(Collected data)
****************
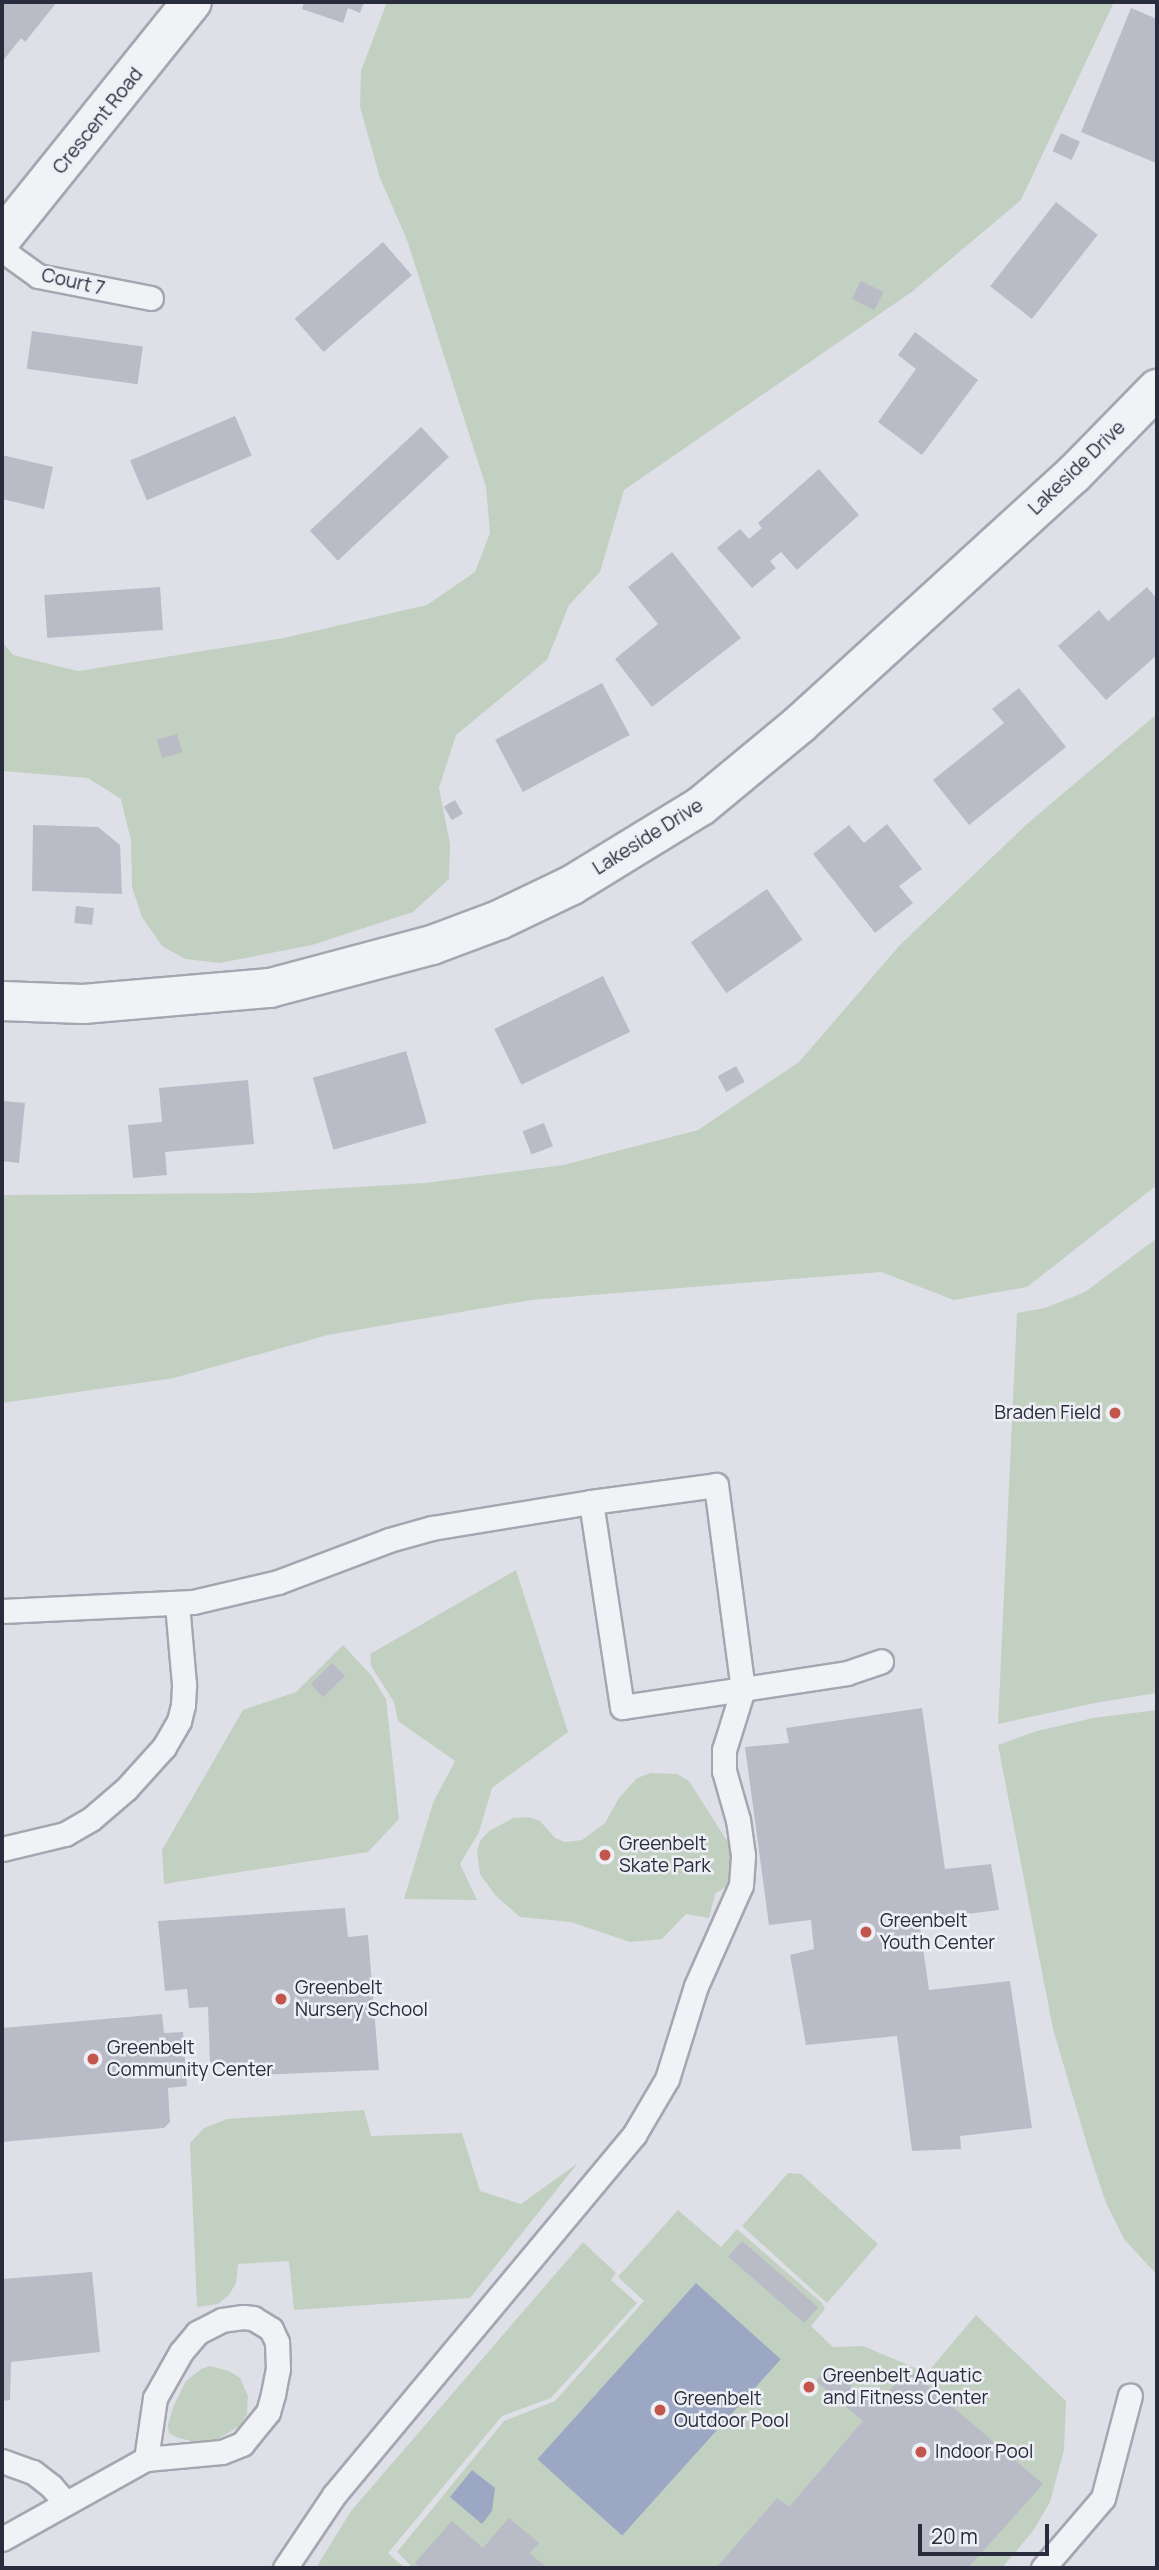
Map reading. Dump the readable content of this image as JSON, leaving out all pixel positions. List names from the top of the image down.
{
  "streets": {
    "street": ["Crescent Road", "Lakeside Drive"],
    "lane": ["Court 7"]
  },
  "places": [
    "Braden Field",
    "Greenbelt Skate Park",
    "Greenbelt Youth Center",
    "Greenbelt Nursery School",
    "Greenbelt Community Center",
    "Greenbelt Aquatic and Fitness Center",
    "Greenbelt Outdoor Pool",
    "Indoor Pool"
  ],
  "scale_bar": "20 m"
}
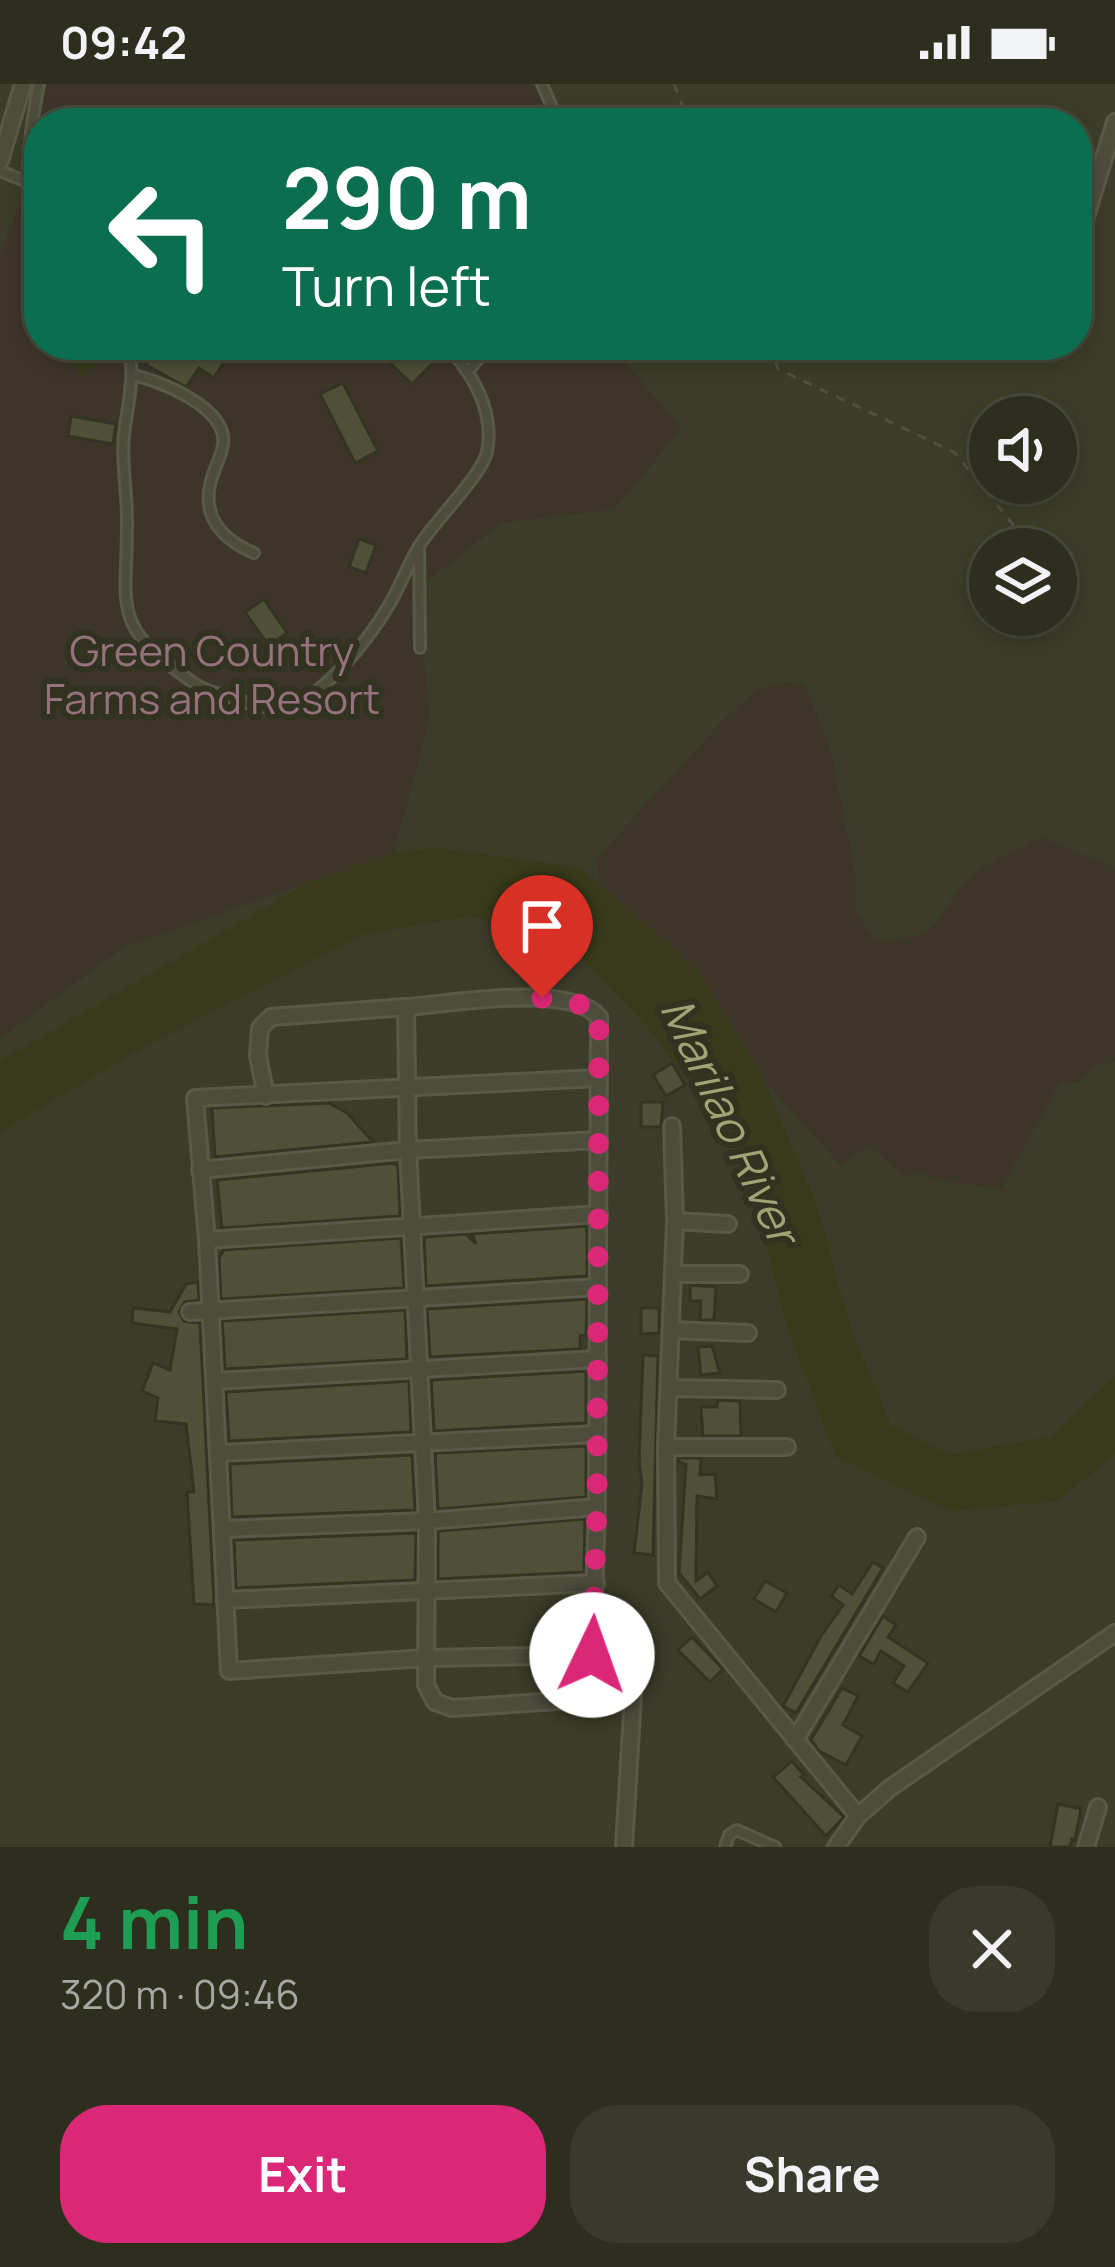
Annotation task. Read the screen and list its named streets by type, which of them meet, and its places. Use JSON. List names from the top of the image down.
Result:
****************
▸ **Exercise**:
Pictures are to be left out; all other data must be returned exactly.

▸ **Solution for this problem**:
Map reading. Dump the readable content of this image as JSON, leaving out all pixel positions. List names from the top of the image down.
{
  "streets": {
    "street": ["Crescent Road", "Lakeside Drive"],
    "lane": ["Court 7"]
  },
  "places": [
    "Braden Field",
    "Greenbelt Skate Park",
    "Greenbelt Youth Center",
    "Greenbelt Nursery School",
    "Greenbelt Community Center",
    "Greenbelt Aquatic and Fitness Center",
    "Greenbelt Outdoor Pool",
    "Indoor Pool"
  ],
  "scale_bar": "20 m"
}
Annotation task. Read the screen and list its named streets by type, which of them meet, and its places. Use JSON. List names from the top of the image down.
Result:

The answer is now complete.